Ritrovo un brano tratto da "L'impero dei segni", un libro di Roland Barthes del 1970. Un libro che è un ibrido tra un diario di viaggio, un trattato di semiologia e un libro illustrato. Ed altro ancora.
Si tratta del passaggio in cui egli commenta l'haiku; dove l'haiku viene visto sia come forma che come vuoto di forma, come l'attuazione di una «effrazione del senso»:
« Forse è per questo che si ripete due volte, come un'eco: non dire che una volta sola questa parola squisita, significherebbe attribuire un senso alla sorpresa, allo spunto, alla repentinità della perfezione; ripeterla più volte, sarebbe suggerire che il senso deve essere svelato, cioè simulare la profondità; tra le due possibilità, né singolare né profondo, l'eco non fa che porre un rigo sotto la nullità del senso. » (p. 88).

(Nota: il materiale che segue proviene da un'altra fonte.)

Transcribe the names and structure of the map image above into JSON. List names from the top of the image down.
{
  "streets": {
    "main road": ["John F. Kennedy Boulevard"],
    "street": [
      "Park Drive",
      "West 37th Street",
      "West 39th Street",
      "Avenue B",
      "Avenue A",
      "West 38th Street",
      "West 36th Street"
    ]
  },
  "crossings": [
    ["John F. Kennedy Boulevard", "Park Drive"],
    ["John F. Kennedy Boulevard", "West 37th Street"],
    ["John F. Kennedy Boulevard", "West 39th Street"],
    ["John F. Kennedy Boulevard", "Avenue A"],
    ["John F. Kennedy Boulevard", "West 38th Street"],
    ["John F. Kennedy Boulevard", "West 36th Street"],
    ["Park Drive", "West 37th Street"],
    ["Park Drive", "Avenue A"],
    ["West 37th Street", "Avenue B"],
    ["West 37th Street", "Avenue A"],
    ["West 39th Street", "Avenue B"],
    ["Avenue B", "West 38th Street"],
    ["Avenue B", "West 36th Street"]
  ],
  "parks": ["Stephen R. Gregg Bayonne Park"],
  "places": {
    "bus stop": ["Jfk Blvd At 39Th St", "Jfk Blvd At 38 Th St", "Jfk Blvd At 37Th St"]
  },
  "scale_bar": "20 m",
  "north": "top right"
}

Edward Said, nel suo "Il mondo, il testo e il critico", recupera dal famoso passaggio de "Il 18 brumaio di Luigi Bonaparte" la formula hegeliana originaria:
« Hegel nota in un passo delle sue opere che tutti i grandi avvenimenti e i grandi personaggi della storia mondiale si presentano, per così dire, due volte », scrive Marx, e prosegue: « Ha dimenticato di aggiungere: la prima volta come tragedia; la seconda volta come farsa ».
Pur non sfuggendo all'imperativo della ripetizione - argomenta Said, a partire da Marx - non è solo possibile, ma è necessario intervenire criticamente sul significato ( estetico, dispersivo, politico ) di una tale ripetizione, dalla quale ne consegue la rilevanza centrale giocata dalla relazione con il linguaggio, il quale costituisce lo strumento di intervento per eccellenza.

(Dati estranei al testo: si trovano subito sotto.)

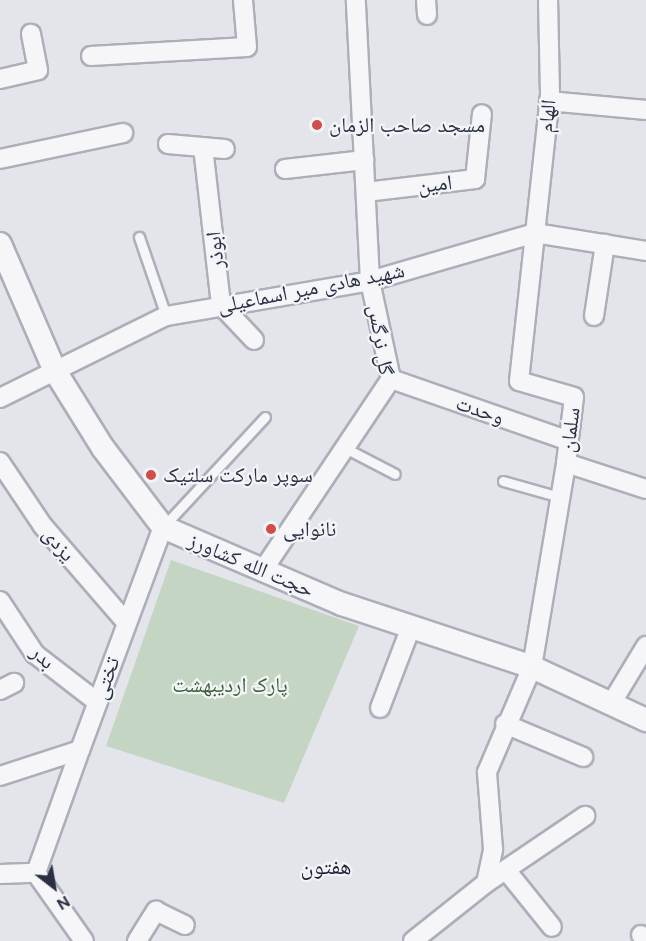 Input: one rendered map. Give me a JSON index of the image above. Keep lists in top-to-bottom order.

Più vicina alla prospettiva zen contemplata da Barthes, appare invece la situazione che viene prospettata da Samuel Beckett; in particolare quella da lui inscenata per la prima volta nel mese di gennaio del 1953, in "Aspettando Godot" (la cui scrittura aveva avuto luogo nel periodo che va da ottobre del 1948 a gennaio del 1949).
La frase di Barthes a proposito dell'eco e della nullità del senso dell'haiku, mi ha fatto pensare a quello che scrisse sul "The Irish Times" il critico teatrale Vivian Mercier il 18 febbraio 1953:
[Beckett] « ha realizzato un'impossibilità teorica; una rappresentazione teatrale nella quale non accade nulla, e che tuttavia tiene il pubblico incollato alle sedie. Per di più, dal momento che il secondo atto costiuisce una replica sottilmente differente rispetto al primo, egli è riuscito a scrivere un'opera in cui non succede nulla, per due volte ».